Return each of the entries below precisely, with no pictures in the result.
*** Supplied records Section Begins ***
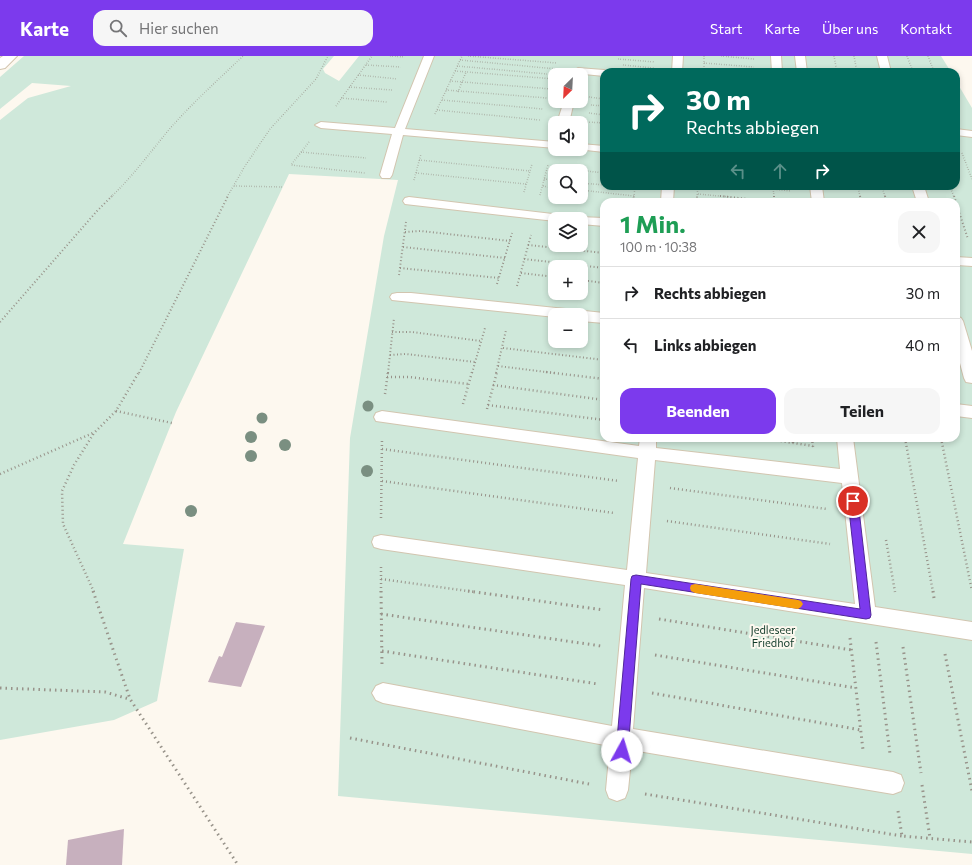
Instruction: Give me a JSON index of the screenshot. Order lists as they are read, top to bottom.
{
  "parks": ["Jedleseer Friedhof"],
  "north": "bottom left",
  "page": {
    "header": "Karte",
    "search": "Hier suchen",
    "nav": [
      "Start",
      "Karte",
      "Über uns",
      "Kontakt"
    ],
    "map_buttons": ["+", "−"],
    "turn": ["30 m", "Rechts abbiegen"],
    "heading": ["1 Min.", "100 m · 10:38"],
    "list": [
      {
        "name": "Rechts abbiegen",
        "value": "30 m"
      },
      {
        "name": "Links abbiegen",
        "value": "40 m"
      }
    ],
    "buttons": ["Beenden", "Teilen"]
  }
}
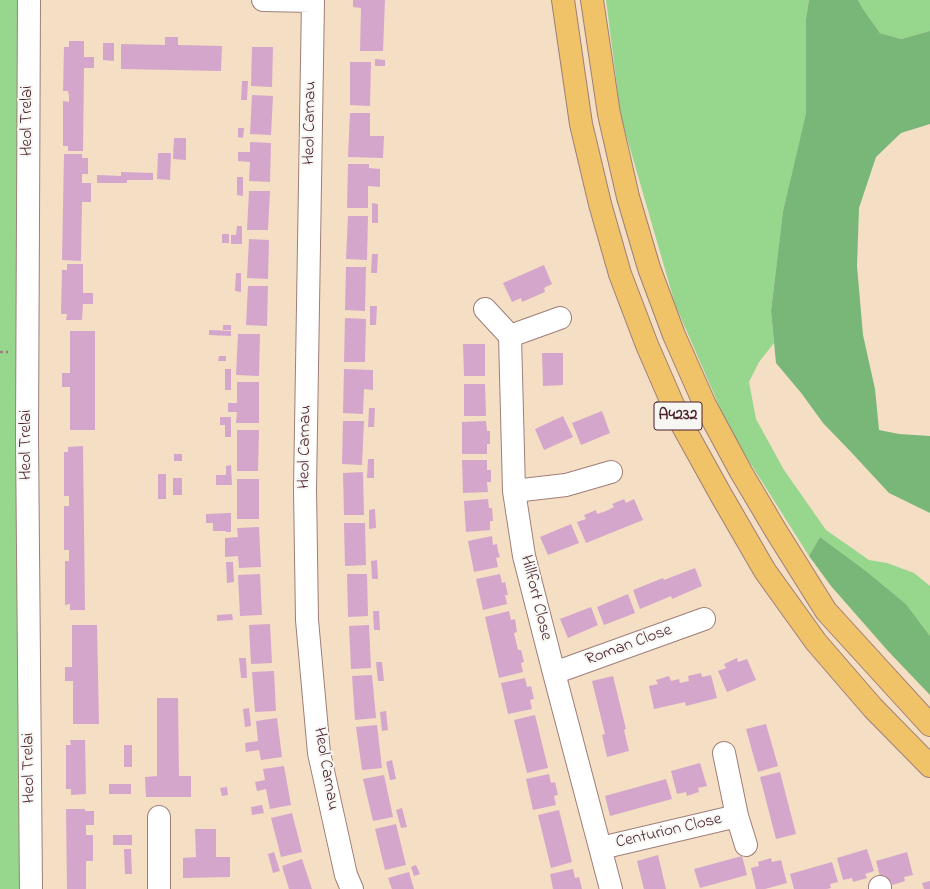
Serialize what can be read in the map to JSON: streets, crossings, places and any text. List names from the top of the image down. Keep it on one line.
{"streets":{"main road":["A4232"],"street":["Heol Trelai","Heol Carnau","Hillfort Close","Roman Close","Centurion Close"]},"crossings":[["Hillfort Close","Roman Close"],["Hillfort Close","Centurion Close"]]}
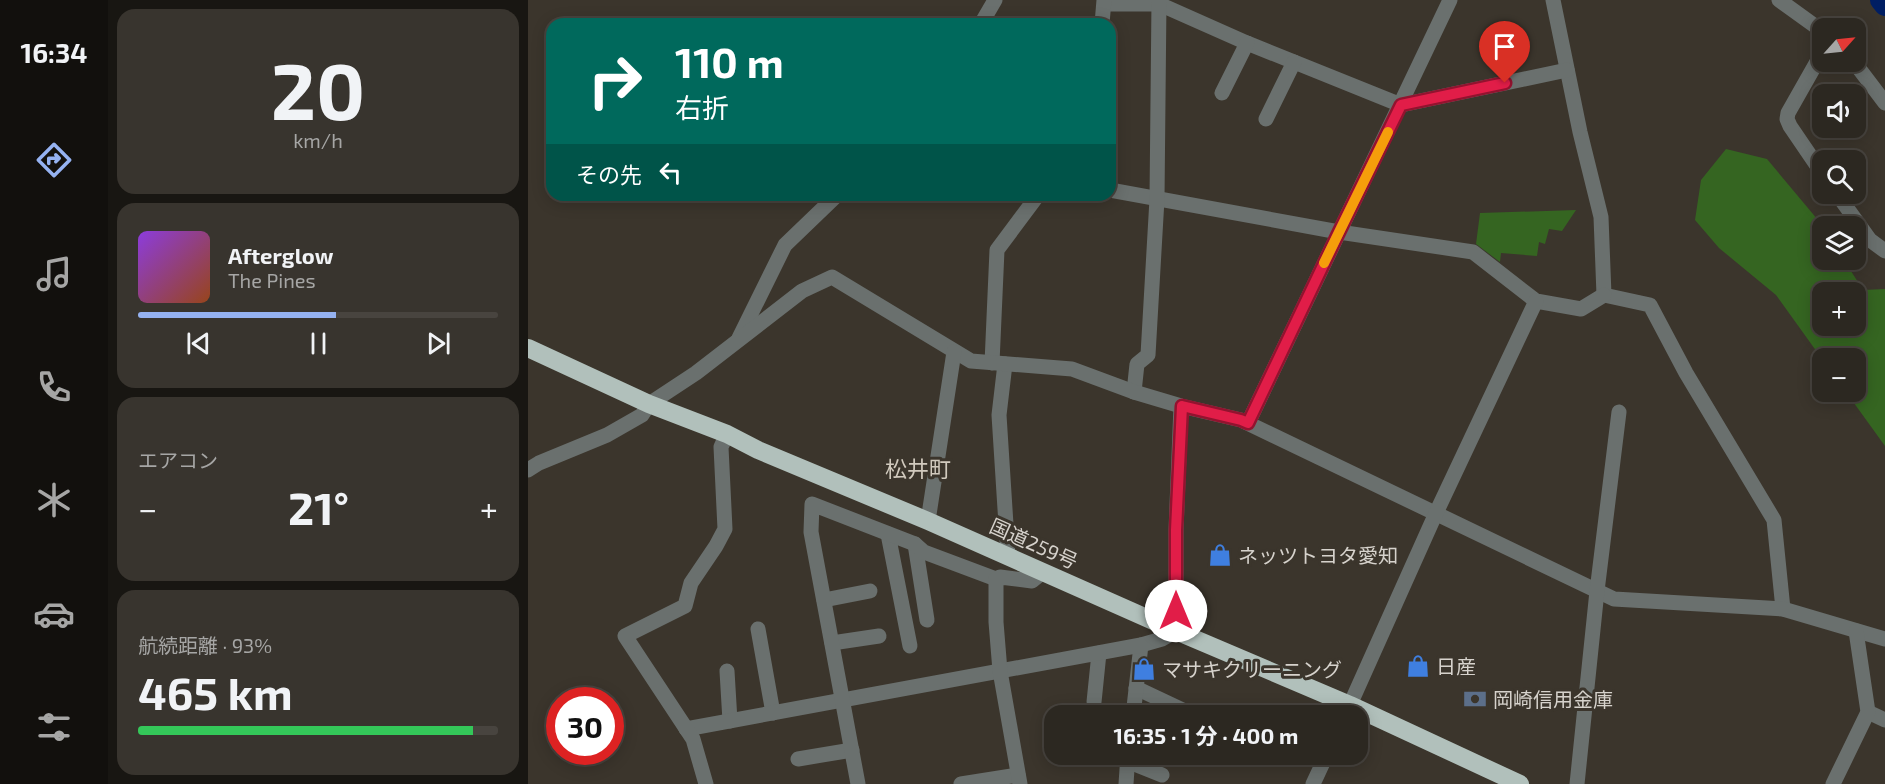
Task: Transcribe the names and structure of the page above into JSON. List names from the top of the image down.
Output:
{
  "streets": {
    "highway": ["国道259号"]
  },
  "districts": ["松井町"],
  "places": {
    "shop": ["ネッツトヨタ愛知", "日産", "マサキクリーニング"],
    "bank": ["岡崎信用金庫"]
  },
  "north": "top right",
  "page": {
    "tabs": "16:34",
    "tile": [
      ["20", "km/h"],
      "エアコン",
      ["航続距離 · 93%", "465 km"]
    ],
    "map_buttons": ["+", "−"],
    "turn": ["110 m", "右折"],
    "then": "その先",
    "song": ["Afterglow", "The Pines"],
    "heat": ["−", "21°", "+"],
    "limit": "30",
    "trip": "16:35 · 1 分 · 400 m"
  }
}
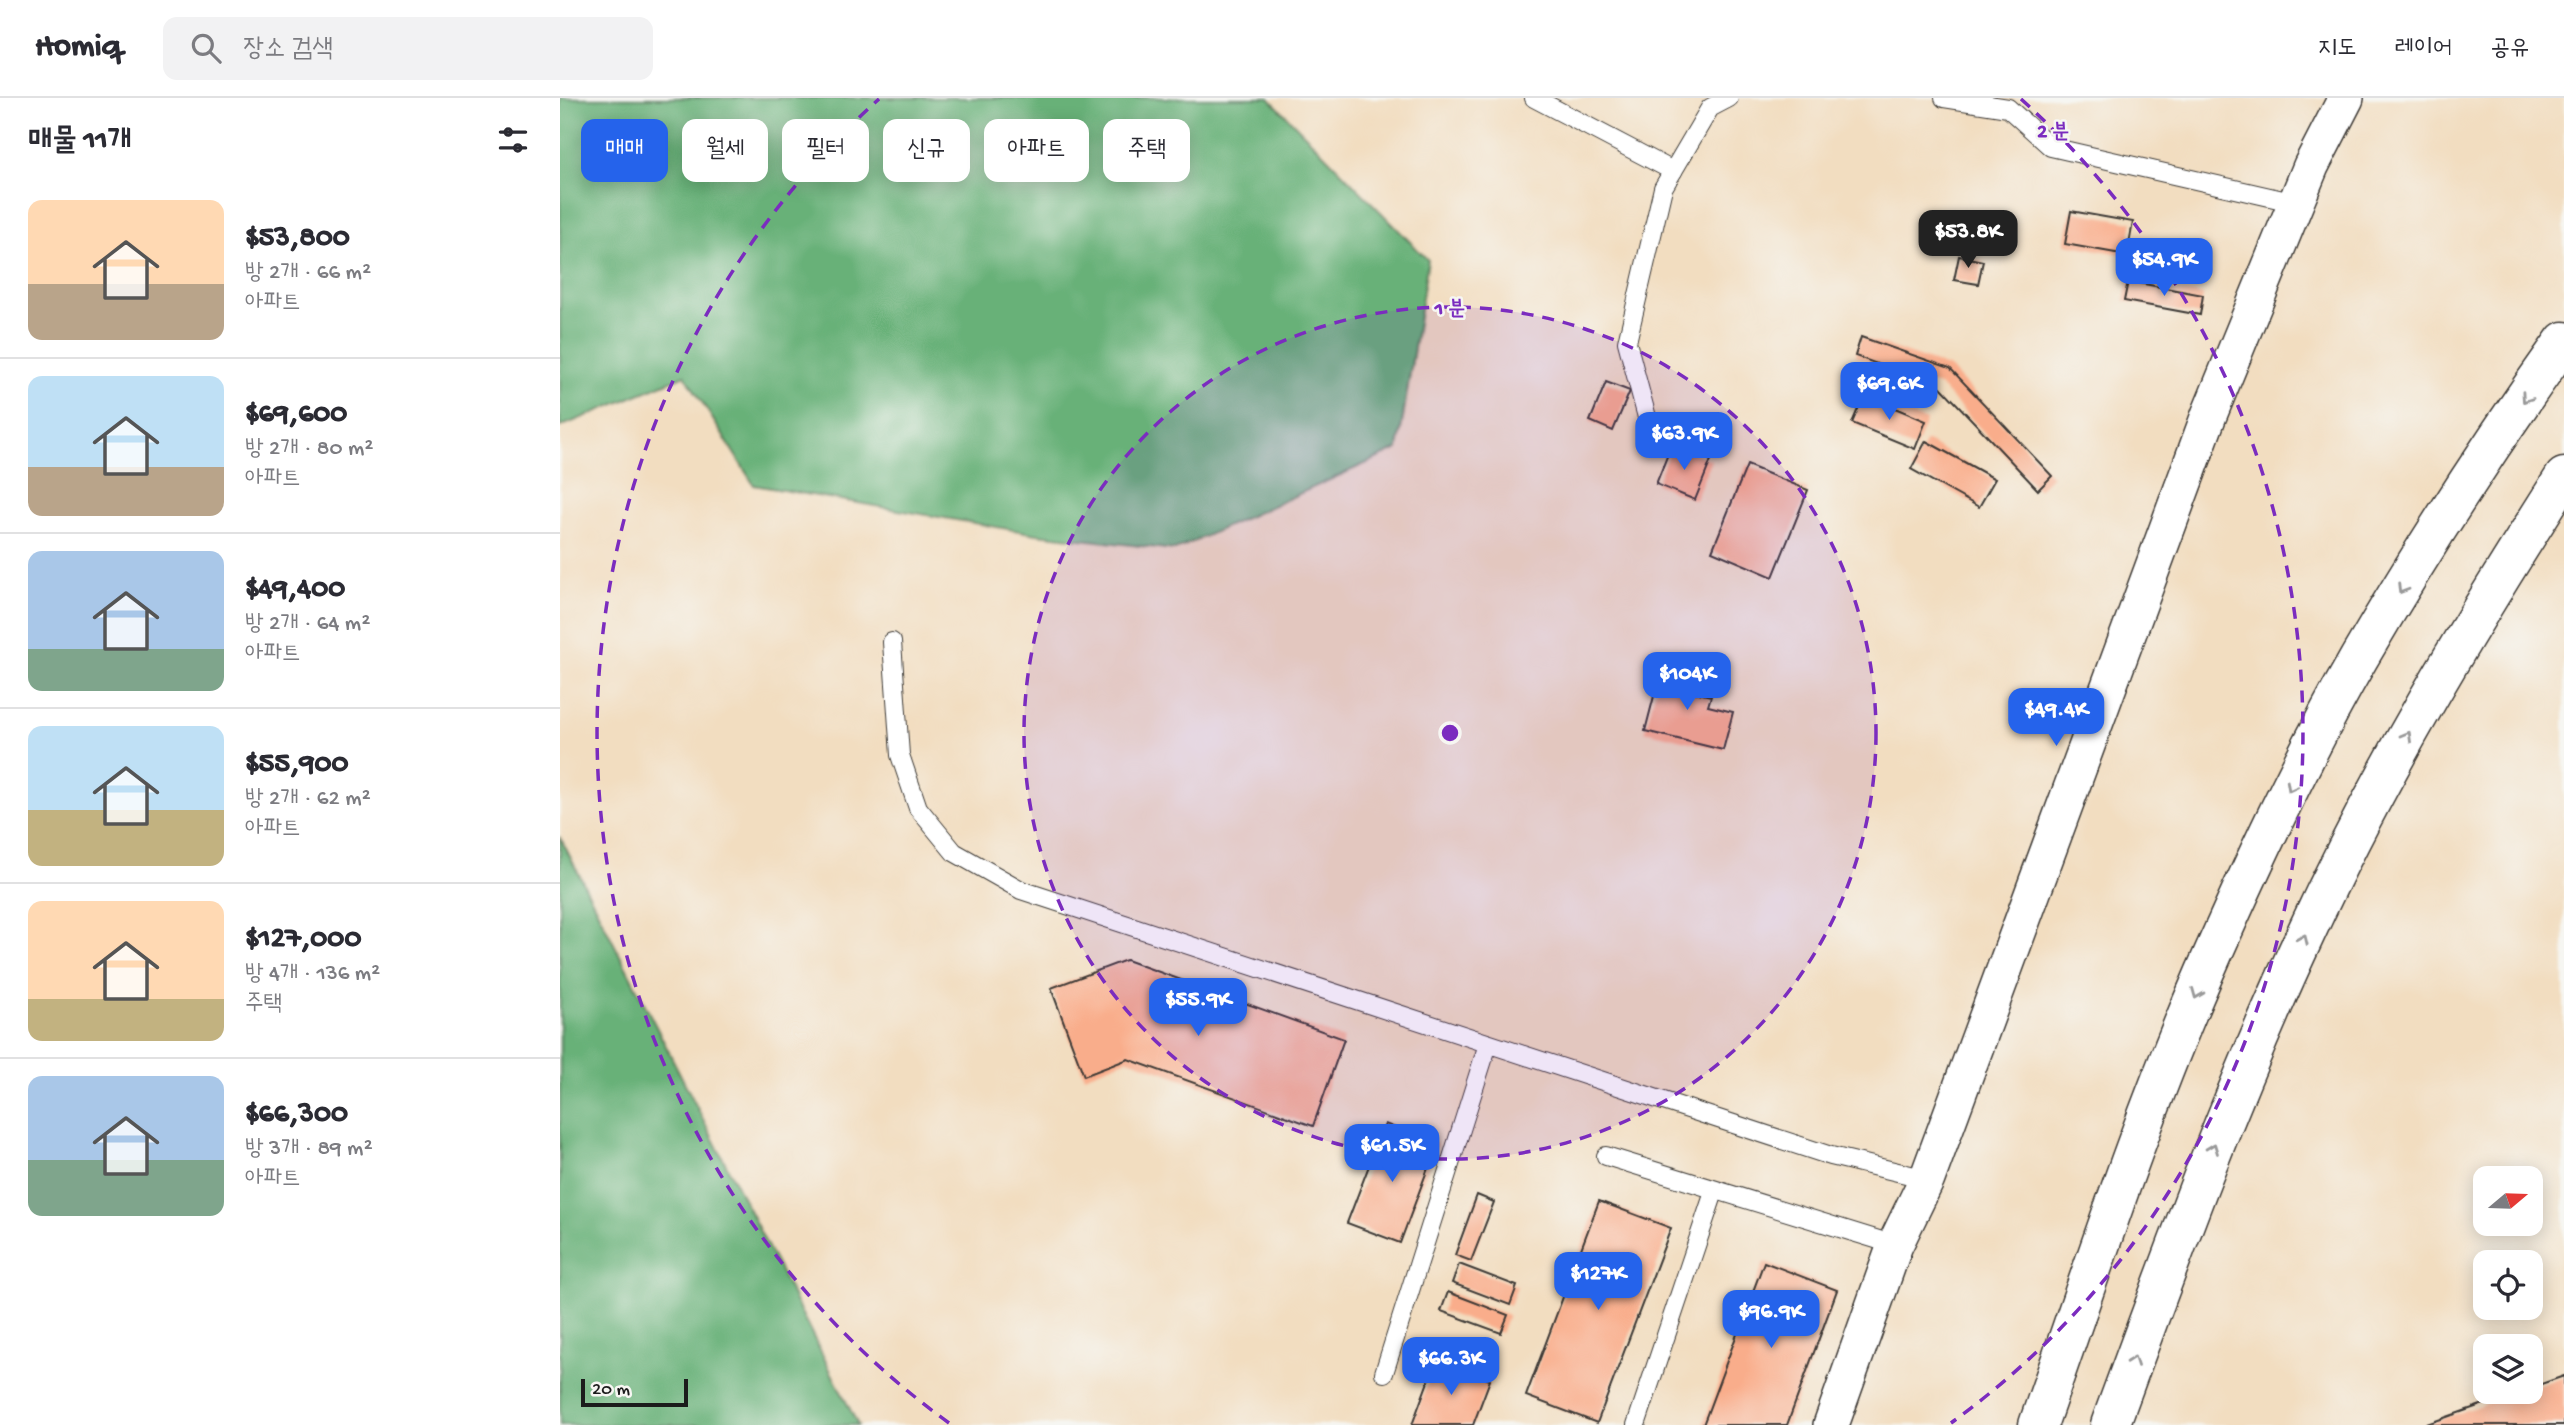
*** Supplied records Section Ends ***
▶ Response to the exercise
Instruction: Give me a JSON index of the screenshot. Order lists as they are read, top to bottom.
{
  "parks": ["Jedleseer Friedhof"],
  "north": "bottom left",
  "page": {
    "header": "Karte",
    "search": "Hier suchen",
    "nav": [
      "Start",
      "Karte",
      "Über uns",
      "Kontakt"
    ],
    "map_buttons": ["+", "−"],
    "turn": ["30 m", "Rechts abbiegen"],
    "heading": ["1 Min.", "100 m · 10:38"],
    "list": [
      {
        "name": "Rechts abbiegen",
        "value": "30 m"
      },
      {
        "name": "Links abbiegen",
        "value": "40 m"
      }
    ],
    "buttons": ["Beenden", "Teilen"]
  }
}
Serialize what can be read in the map to JSON: streets, crossings, places and any text. List names from the top of the image down. Keep it on one line.
{"streets":{"main road":["A4232"],"street":["Heol Trelai","Heol Carnau","Hillfort Close","Roman Close","Centurion Close"]},"crossings":[["Hillfort Close","Roman Close"],["Hillfort Close","Centurion Close"]]}
Task: Transcribe the names and structure of the page above into JSON. List names from the top of the image down.
Output:
{
  "streets": {
    "highway": ["国道259号"]
  },
  "districts": ["松井町"],
  "places": {
    "shop": ["ネッツトヨタ愛知", "日産", "マサキクリーニング"],
    "bank": ["岡崎信用金庫"]
  },
  "north": "top right",
  "page": {
    "tabs": "16:34",
    "tile": [
      ["20", "km/h"],
      "エアコン",
      ["航続距離 · 93%", "465 km"]
    ],
    "map_buttons": ["+", "−"],
    "turn": ["110 m", "右折"],
    "then": "その先",
    "song": ["Afterglow", "The Pines"],
    "heat": ["−", "21°", "+"],
    "limit": "30",
    "trip": "16:35 · 1 分 · 400 m"
  }
}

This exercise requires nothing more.